*** Data Section Begins ***

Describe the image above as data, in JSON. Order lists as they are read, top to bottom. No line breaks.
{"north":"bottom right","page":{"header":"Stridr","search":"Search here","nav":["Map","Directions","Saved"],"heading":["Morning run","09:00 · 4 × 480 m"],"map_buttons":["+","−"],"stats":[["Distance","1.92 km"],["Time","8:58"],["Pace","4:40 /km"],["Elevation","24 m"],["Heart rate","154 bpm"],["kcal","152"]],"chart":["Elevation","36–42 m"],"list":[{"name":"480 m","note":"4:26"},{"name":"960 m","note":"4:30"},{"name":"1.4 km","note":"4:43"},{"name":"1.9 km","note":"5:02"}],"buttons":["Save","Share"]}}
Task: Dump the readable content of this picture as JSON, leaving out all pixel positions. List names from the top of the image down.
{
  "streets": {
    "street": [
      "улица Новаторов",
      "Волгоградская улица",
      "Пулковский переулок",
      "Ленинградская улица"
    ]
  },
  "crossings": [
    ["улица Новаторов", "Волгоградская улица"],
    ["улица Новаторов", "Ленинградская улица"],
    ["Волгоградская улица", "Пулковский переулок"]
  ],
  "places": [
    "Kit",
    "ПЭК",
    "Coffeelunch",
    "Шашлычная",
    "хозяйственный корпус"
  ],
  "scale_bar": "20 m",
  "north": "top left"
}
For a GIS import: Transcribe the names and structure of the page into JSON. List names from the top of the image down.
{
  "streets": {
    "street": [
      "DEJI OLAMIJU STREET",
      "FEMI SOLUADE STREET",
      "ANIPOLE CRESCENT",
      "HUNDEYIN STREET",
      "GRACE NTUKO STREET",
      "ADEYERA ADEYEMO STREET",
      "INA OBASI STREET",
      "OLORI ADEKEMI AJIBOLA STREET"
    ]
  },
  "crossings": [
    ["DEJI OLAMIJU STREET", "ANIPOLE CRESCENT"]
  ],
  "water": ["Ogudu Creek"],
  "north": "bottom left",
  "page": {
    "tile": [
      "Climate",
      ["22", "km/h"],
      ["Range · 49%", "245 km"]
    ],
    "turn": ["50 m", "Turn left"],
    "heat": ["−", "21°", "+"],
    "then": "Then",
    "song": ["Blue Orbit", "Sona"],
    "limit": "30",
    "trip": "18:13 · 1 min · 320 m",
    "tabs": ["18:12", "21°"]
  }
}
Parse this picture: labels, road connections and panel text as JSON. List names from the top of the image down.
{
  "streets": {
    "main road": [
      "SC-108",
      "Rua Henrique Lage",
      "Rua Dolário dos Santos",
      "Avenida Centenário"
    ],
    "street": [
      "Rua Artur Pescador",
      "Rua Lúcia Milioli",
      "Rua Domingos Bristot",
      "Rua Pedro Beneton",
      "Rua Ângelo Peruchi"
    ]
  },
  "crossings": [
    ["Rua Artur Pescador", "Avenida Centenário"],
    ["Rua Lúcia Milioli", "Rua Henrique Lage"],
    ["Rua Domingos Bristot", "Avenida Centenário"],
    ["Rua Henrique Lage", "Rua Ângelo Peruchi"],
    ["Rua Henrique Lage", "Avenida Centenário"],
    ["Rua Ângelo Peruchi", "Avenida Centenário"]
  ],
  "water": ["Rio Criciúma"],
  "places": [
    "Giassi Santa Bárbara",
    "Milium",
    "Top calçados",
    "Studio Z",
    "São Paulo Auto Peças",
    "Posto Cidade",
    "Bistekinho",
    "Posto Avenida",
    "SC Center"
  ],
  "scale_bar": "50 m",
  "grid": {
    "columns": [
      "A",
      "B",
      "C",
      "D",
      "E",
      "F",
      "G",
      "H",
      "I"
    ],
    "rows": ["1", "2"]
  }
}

*** Data Section Ends ***

All lines of the data above must be repeated exactly.

Describe the image above as data, in JSON. Order lists as they are read, top to bottom. No line breaks.
{"north":"bottom right","page":{"header":"Stridr","search":"Search here","nav":["Map","Directions","Saved"],"heading":["Morning run","09:00 · 4 × 480 m"],"map_buttons":["+","−"],"stats":[["Distance","1.92 km"],["Time","8:58"],["Pace","4:40 /km"],["Elevation","24 m"],["Heart rate","154 bpm"],["kcal","152"]],"chart":["Elevation","36–42 m"],"list":[{"name":"480 m","note":"4:26"},{"name":"960 m","note":"4:30"},{"name":"1.4 km","note":"4:43"},{"name":"1.9 km","note":"5:02"}],"buttons":["Save","Share"]}}
Task: Dump the readable content of this picture as JSON, leaving out all pixel positions. List names from the top of the image down.
{
  "streets": {
    "street": [
      "улица Новаторов",
      "Волгоградская улица",
      "Пулковский переулок",
      "Ленинградская улица"
    ]
  },
  "crossings": [
    ["улица Новаторов", "Волгоградская улица"],
    ["улица Новаторов", "Ленинградская улица"],
    ["Волгоградская улица", "Пулковский переулок"]
  ],
  "places": [
    "Kit",
    "ПЭК",
    "Coffeelunch",
    "Шашлычная",
    "хозяйственный корпус"
  ],
  "scale_bar": "20 m",
  "north": "top left"
}
For a GIS import: Transcribe the names and structure of the page into JSON. List names from the top of the image down.
{
  "streets": {
    "street": [
      "DEJI OLAMIJU STREET",
      "FEMI SOLUADE STREET",
      "ANIPOLE CRESCENT",
      "HUNDEYIN STREET",
      "GRACE NTUKO STREET",
      "ADEYERA ADEYEMO STREET",
      "INA OBASI STREET",
      "OLORI ADEKEMI AJIBOLA STREET"
    ]
  },
  "crossings": [
    ["DEJI OLAMIJU STREET", "ANIPOLE CRESCENT"]
  ],
  "water": ["Ogudu Creek"],
  "north": "bottom left",
  "page": {
    "tile": [
      "Climate",
      ["22", "km/h"],
      ["Range · 49%", "245 km"]
    ],
    "turn": ["50 m", "Turn left"],
    "heat": ["−", "21°", "+"],
    "then": "Then",
    "song": ["Blue Orbit", "Sona"],
    "limit": "30",
    "trip": "18:13 · 1 min · 320 m",
    "tabs": ["18:12", "21°"]
  }
}
Parse this picture: labels, road connections and panel text as JSON. List names from the top of the image down.
{
  "streets": {
    "main road": [
      "SC-108",
      "Rua Henrique Lage",
      "Rua Dolário dos Santos",
      "Avenida Centenário"
    ],
    "street": [
      "Rua Artur Pescador",
      "Rua Lúcia Milioli",
      "Rua Domingos Bristot",
      "Rua Pedro Beneton",
      "Rua Ângelo Peruchi"
    ]
  },
  "crossings": [
    ["Rua Artur Pescador", "Avenida Centenário"],
    ["Rua Lúcia Milioli", "Rua Henrique Lage"],
    ["Rua Domingos Bristot", "Avenida Centenário"],
    ["Rua Henrique Lage", "Rua Ângelo Peruchi"],
    ["Rua Henrique Lage", "Avenida Centenário"],
    ["Rua Ângelo Peruchi", "Avenida Centenário"]
  ],
  "water": ["Rio Criciúma"],
  "places": [
    "Giassi Santa Bárbara",
    "Milium",
    "Top calçados",
    "Studio Z",
    "São Paulo Auto Peças",
    "Posto Cidade",
    "Bistekinho",
    "Posto Avenida",
    "SC Center"
  ],
  "scale_bar": "50 m",
  "grid": {
    "columns": [
      "A",
      "B",
      "C",
      "D",
      "E",
      "F",
      "G",
      "H",
      "I"
    ],
    "rows": ["1", "2"]
  }
}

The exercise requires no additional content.